Recorded data
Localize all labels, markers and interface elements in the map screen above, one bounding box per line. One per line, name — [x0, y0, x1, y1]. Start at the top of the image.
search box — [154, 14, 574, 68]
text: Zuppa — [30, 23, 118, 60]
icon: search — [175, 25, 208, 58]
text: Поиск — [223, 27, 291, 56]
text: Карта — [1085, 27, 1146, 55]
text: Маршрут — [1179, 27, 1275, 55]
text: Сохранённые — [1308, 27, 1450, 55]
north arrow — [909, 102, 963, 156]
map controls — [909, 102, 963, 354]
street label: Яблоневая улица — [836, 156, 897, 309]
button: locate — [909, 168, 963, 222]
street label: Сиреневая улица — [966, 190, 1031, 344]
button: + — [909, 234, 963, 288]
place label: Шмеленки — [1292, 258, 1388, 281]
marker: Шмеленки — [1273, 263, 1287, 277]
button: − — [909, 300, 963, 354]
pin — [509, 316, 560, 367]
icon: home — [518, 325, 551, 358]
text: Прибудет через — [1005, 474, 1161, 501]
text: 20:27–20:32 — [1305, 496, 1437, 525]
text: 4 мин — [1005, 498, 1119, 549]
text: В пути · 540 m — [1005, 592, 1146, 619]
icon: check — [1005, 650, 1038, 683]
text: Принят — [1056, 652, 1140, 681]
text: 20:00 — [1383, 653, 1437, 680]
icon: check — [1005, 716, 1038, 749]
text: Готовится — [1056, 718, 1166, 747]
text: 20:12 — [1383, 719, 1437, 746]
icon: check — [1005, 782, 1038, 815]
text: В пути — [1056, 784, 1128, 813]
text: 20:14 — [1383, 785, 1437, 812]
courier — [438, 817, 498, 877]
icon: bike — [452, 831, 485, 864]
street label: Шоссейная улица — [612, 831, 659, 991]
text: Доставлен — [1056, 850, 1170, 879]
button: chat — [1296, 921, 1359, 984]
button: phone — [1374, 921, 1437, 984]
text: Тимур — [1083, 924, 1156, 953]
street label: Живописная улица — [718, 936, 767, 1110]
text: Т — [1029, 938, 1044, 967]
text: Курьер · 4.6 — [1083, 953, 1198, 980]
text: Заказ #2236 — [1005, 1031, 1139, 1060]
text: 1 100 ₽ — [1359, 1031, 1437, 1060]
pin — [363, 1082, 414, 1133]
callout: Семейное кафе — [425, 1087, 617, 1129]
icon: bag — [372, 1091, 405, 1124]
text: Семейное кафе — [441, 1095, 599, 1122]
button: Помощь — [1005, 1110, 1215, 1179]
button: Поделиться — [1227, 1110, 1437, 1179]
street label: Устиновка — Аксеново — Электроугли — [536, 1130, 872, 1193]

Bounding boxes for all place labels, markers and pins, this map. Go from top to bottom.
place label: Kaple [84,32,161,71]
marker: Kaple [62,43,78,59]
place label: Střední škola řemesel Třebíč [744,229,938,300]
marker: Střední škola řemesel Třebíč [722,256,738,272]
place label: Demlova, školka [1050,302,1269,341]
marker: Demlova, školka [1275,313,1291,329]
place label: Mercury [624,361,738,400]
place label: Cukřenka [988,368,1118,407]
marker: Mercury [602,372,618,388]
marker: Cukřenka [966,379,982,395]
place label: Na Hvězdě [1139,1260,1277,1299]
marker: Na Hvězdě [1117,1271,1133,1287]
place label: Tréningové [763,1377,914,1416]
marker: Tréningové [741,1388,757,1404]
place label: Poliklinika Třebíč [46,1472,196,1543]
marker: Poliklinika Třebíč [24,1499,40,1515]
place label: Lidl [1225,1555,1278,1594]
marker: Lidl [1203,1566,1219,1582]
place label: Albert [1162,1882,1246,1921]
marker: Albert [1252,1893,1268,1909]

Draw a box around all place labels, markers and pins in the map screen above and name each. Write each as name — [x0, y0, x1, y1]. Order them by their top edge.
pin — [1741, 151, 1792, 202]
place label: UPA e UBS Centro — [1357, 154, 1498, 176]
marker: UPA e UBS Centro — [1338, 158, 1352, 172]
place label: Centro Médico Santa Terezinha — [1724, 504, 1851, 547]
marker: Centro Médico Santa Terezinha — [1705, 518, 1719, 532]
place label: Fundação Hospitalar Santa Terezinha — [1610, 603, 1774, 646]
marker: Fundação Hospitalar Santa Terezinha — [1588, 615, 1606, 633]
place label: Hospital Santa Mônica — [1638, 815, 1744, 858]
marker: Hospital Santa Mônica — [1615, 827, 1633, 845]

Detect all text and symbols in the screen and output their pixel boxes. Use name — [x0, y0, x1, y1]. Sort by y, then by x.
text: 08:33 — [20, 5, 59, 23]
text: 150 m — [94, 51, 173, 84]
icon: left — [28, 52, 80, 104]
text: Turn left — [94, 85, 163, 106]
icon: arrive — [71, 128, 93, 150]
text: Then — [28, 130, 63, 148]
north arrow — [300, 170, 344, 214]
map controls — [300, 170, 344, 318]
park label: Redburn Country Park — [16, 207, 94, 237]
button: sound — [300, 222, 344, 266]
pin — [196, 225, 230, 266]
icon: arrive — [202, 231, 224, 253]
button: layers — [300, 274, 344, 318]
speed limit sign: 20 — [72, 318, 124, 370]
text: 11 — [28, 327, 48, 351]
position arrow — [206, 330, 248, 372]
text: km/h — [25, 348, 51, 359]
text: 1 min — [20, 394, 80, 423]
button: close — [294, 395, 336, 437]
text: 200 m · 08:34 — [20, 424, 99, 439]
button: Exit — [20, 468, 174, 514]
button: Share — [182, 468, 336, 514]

WHAT YOU WILL DO
From the records above, please extract every line and repeat it exactly.

RESULT OF THIS TASK
Localize all labels, markers and interface elements in the map screen above, one bounding box per line. One per line, name — [x0, y0, x1, y1]. Start at the top of the image.
search box — [154, 14, 574, 68]
text: Zuppa — [30, 23, 118, 60]
icon: search — [175, 25, 208, 58]
text: Поиск — [223, 27, 291, 56]
text: Карта — [1085, 27, 1146, 55]
text: Маршрут — [1179, 27, 1275, 55]
text: Сохранённые — [1308, 27, 1450, 55]
north arrow — [909, 102, 963, 156]
map controls — [909, 102, 963, 354]
street label: Яблоневая улица — [836, 156, 897, 309]
button: locate — [909, 168, 963, 222]
street label: Сиреневая улица — [966, 190, 1031, 344]
button: + — [909, 234, 963, 288]
place label: Шмеленки — [1292, 258, 1388, 281]
marker: Шмеленки — [1273, 263, 1287, 277]
button: − — [909, 300, 963, 354]
pin — [509, 316, 560, 367]
icon: home — [518, 325, 551, 358]
text: Прибудет через — [1005, 474, 1161, 501]
text: 20:27–20:32 — [1305, 496, 1437, 525]
text: 4 мин — [1005, 498, 1119, 549]
text: В пути · 540 m — [1005, 592, 1146, 619]
icon: check — [1005, 650, 1038, 683]
text: Принят — [1056, 652, 1140, 681]
text: 20:00 — [1383, 653, 1437, 680]
icon: check — [1005, 716, 1038, 749]
text: Готовится — [1056, 718, 1166, 747]
text: 20:12 — [1383, 719, 1437, 746]
icon: check — [1005, 782, 1038, 815]
text: В пути — [1056, 784, 1128, 813]
text: 20:14 — [1383, 785, 1437, 812]
courier — [438, 817, 498, 877]
icon: bike — [452, 831, 485, 864]
street label: Шоссейная улица — [612, 831, 659, 991]
text: Доставлен — [1056, 850, 1170, 879]
button: chat — [1296, 921, 1359, 984]
button: phone — [1374, 921, 1437, 984]
text: Тимур — [1083, 924, 1156, 953]
street label: Живописная улица — [718, 936, 767, 1110]
text: Т — [1029, 938, 1044, 967]
text: Курьер · 4.6 — [1083, 953, 1198, 980]
text: Заказ #2236 — [1005, 1031, 1139, 1060]
text: 1 100 ₽ — [1359, 1031, 1437, 1060]
pin — [363, 1082, 414, 1133]
callout: Семейное кафе — [425, 1087, 617, 1129]
icon: bag — [372, 1091, 405, 1124]
text: Семейное кафе — [441, 1095, 599, 1122]
button: Помощь — [1005, 1110, 1215, 1179]
button: Поделиться — [1227, 1110, 1437, 1179]
street label: Устиновка — Аксеново — Электроугли — [536, 1130, 872, 1193]

Bounding boxes for all place labels, markers and pins, this map. Go from top to bottom.
place label: Kaple [84,32,161,71]
marker: Kaple [62,43,78,59]
place label: Střední škola řemesel Třebíč [744,229,938,300]
marker: Střední škola řemesel Třebíč [722,256,738,272]
place label: Demlova, školka [1050,302,1269,341]
marker: Demlova, školka [1275,313,1291,329]
place label: Mercury [624,361,738,400]
place label: Cukřenka [988,368,1118,407]
marker: Mercury [602,372,618,388]
marker: Cukřenka [966,379,982,395]
place label: Na Hvězdě [1139,1260,1277,1299]
marker: Na Hvězdě [1117,1271,1133,1287]
place label: Tréningové [763,1377,914,1416]
marker: Tréningové [741,1388,757,1404]
place label: Poliklinika Třebíč [46,1472,196,1543]
marker: Poliklinika Třebíč [24,1499,40,1515]
place label: Lidl [1225,1555,1278,1594]
marker: Lidl [1203,1566,1219,1582]
place label: Albert [1162,1882,1246,1921]
marker: Albert [1252,1893,1268,1909]

Draw a box around all place labels, markers and pins in the map screen above and name each. Write each as name — [x0, y0, x1, y1]. Order them by their top edge.
pin — [1741, 151, 1792, 202]
place label: UPA e UBS Centro — [1357, 154, 1498, 176]
marker: UPA e UBS Centro — [1338, 158, 1352, 172]
place label: Centro Médico Santa Terezinha — [1724, 504, 1851, 547]
marker: Centro Médico Santa Terezinha — [1705, 518, 1719, 532]
place label: Fundação Hospitalar Santa Terezinha — [1610, 603, 1774, 646]
marker: Fundação Hospitalar Santa Terezinha — [1588, 615, 1606, 633]
place label: Hospital Santa Mônica — [1638, 815, 1744, 858]
marker: Hospital Santa Mônica — [1615, 827, 1633, 845]

Detect all text and symbols in the screen and output their pixel boxes. Use name — [x0, y0, x1, y1]. Sort by y, then by x.
text: 08:33 — [20, 5, 59, 23]
text: 150 m — [94, 51, 173, 84]
icon: left — [28, 52, 80, 104]
text: Turn left — [94, 85, 163, 106]
icon: arrive — [71, 128, 93, 150]
text: Then — [28, 130, 63, 148]
north arrow — [300, 170, 344, 214]
map controls — [300, 170, 344, 318]
park label: Redburn Country Park — [16, 207, 94, 237]
button: sound — [300, 222, 344, 266]
pin — [196, 225, 230, 266]
icon: arrive — [202, 231, 224, 253]
button: layers — [300, 274, 344, 318]
speed limit sign: 20 — [72, 318, 124, 370]
text: 11 — [28, 327, 48, 351]
position arrow — [206, 330, 248, 372]
text: km/h — [25, 348, 51, 359]
text: 1 min — [20, 394, 80, 423]
button: close — [294, 395, 336, 437]
text: 200 m · 08:34 — [20, 424, 99, 439]
button: Exit — [20, 468, 174, 514]
button: Share — [182, 468, 336, 514]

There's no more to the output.